Paper prices up again from Feb

All three of the big paper merchants will increase prices next year in the face of rising costs and an Australian dollar at its lowest value in four years.

The paper suppliers say prices have been stable for a while now, since the last rise in March, while the currency has fallen from about US90c in that month to 82c now, and has forced up the price of everything.

Spicers is first off the mark with its 6-9 per cent jump in effect since this Monday December 15.

The Paperlinx subsidiary wrote to its customers saying print is in a ‘difficult business environment’ undergoing technical change and structural decline.

“Spicers has been able to offset the threats to the sustainability of our models caused by the fundamental decline in our markets,” it says.

“Unfortunately cost pressures continue unabated, and recently have been exacerbated by marked depreciation of the Australian Dollar against many of the major currencies in which we trade with our international suppliers.”

However, managing director Andy Preece says if the Australian dollar were to ‘materially change’, the price would have to be reviewed and could go down again.

KW Doggett and BJ Ball are both holding off until February saying they are under intense price pressure and can only afford to keep absorbing the decreasing margins until then.

Doggett managing director Simon Doggett says prices will rise by up to eight per cent on February 2, with the most popular commercial grades being hit with the full hike because its supply out of Asia is the ‘most price sensitive’ to currency changes.

He says ‘only a couple per cent’ of the 10.5 per cent March price hike was actually realised because the dollar moved from 90c to 95c soon after.

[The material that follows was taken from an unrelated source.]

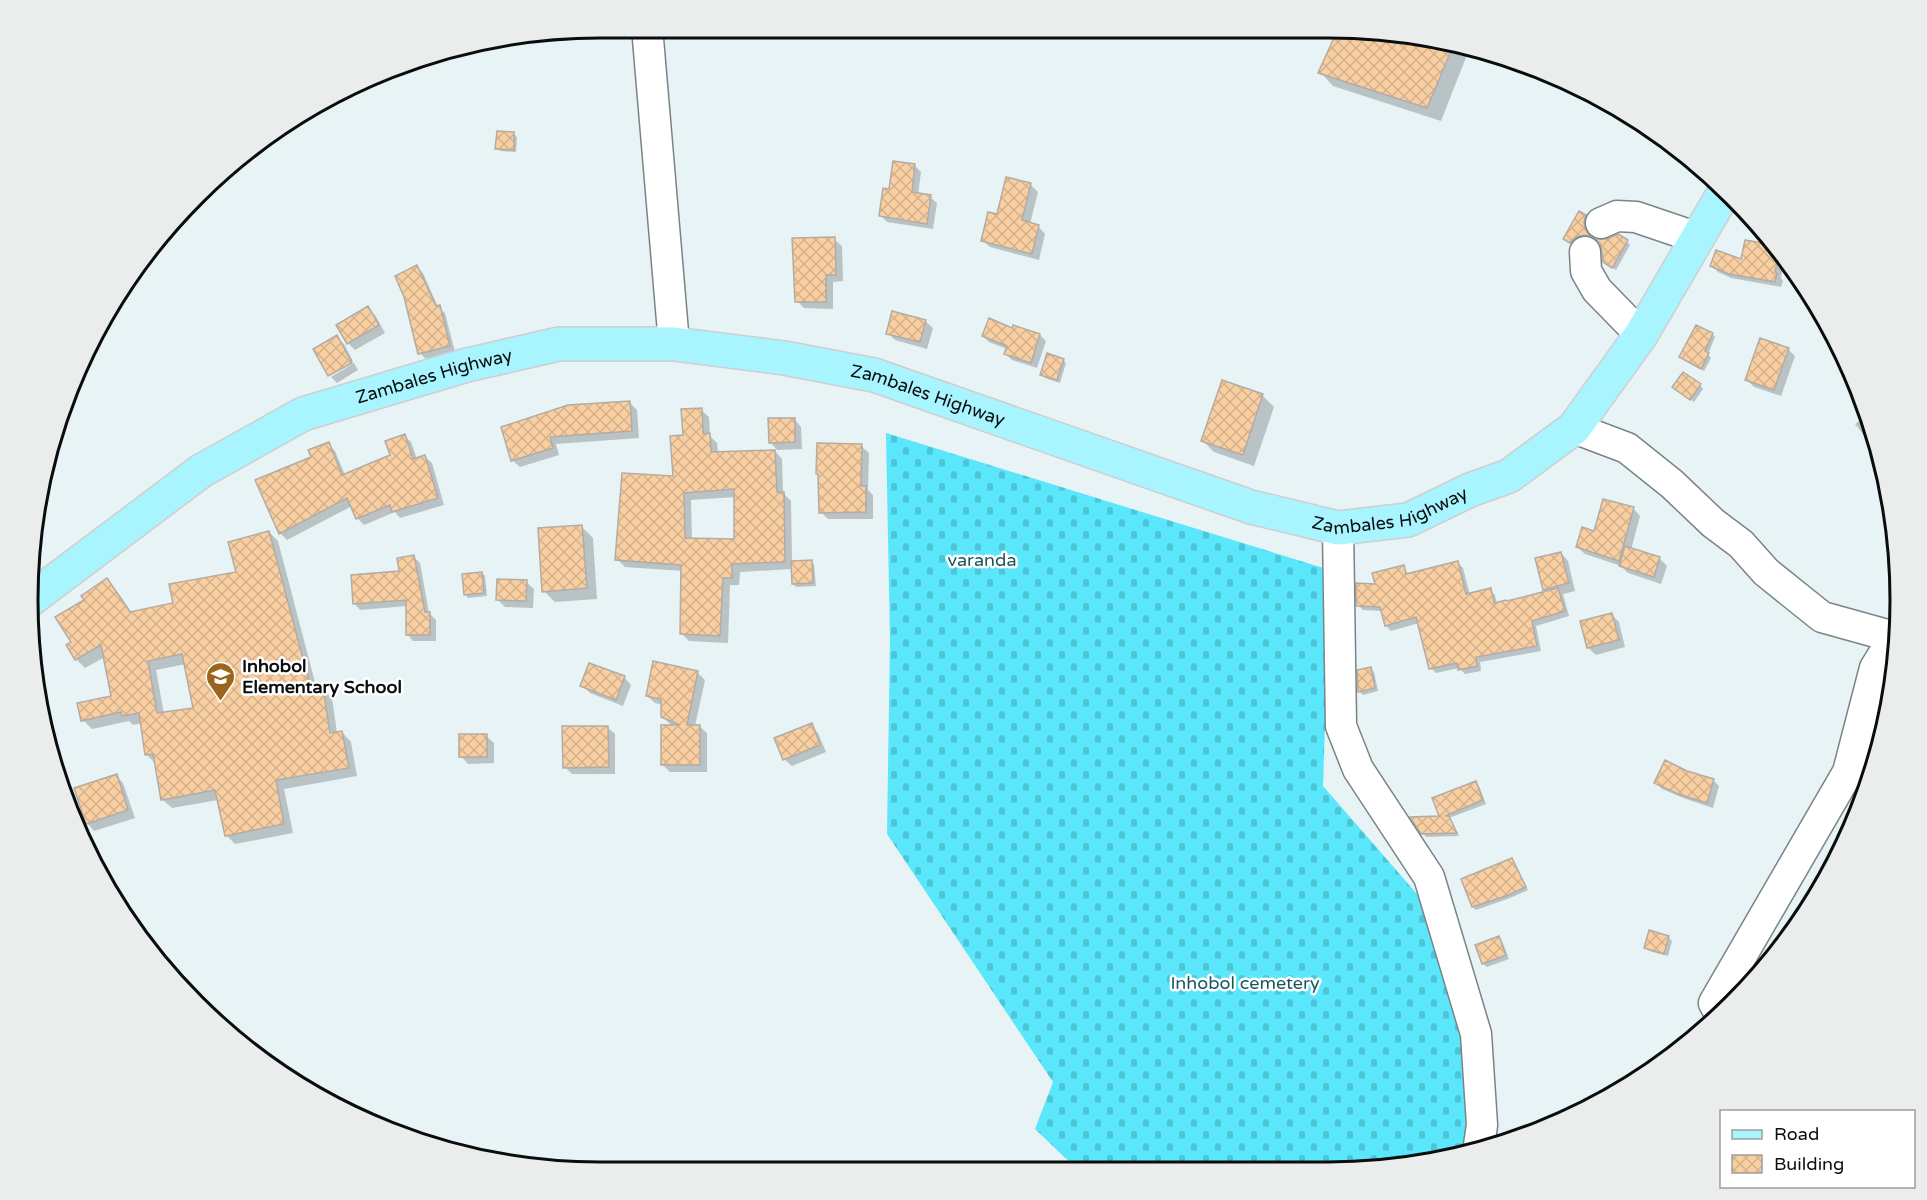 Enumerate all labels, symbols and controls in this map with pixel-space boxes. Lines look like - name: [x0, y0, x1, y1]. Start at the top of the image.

“We are all kept honest by the market,” he says.

Doggett says the dollar has fallen 23c from its high of $1.05 early last year, so the price rises across the industry only represent a fraction of the actual hits to margins.

“It is never easy for the industry to absorb cost rises, but all imports are being hit by the currency, not just paper,” he says.

BJ Ball says it has yet to fix a date and will not decide how much prices will change until January.

The last round of price hikes in March saw BJ Ball customers paying eight per cent more across the board, KW Doggett up to 10.5 per cent, and Spicers 8-10 per cent.

The Australian dollar has seen sharp declines recently, falling from parity last May to its lowest levels since June 2010 this month, with further falls predicted as demand for commodities weakens and China’s economic growth slows.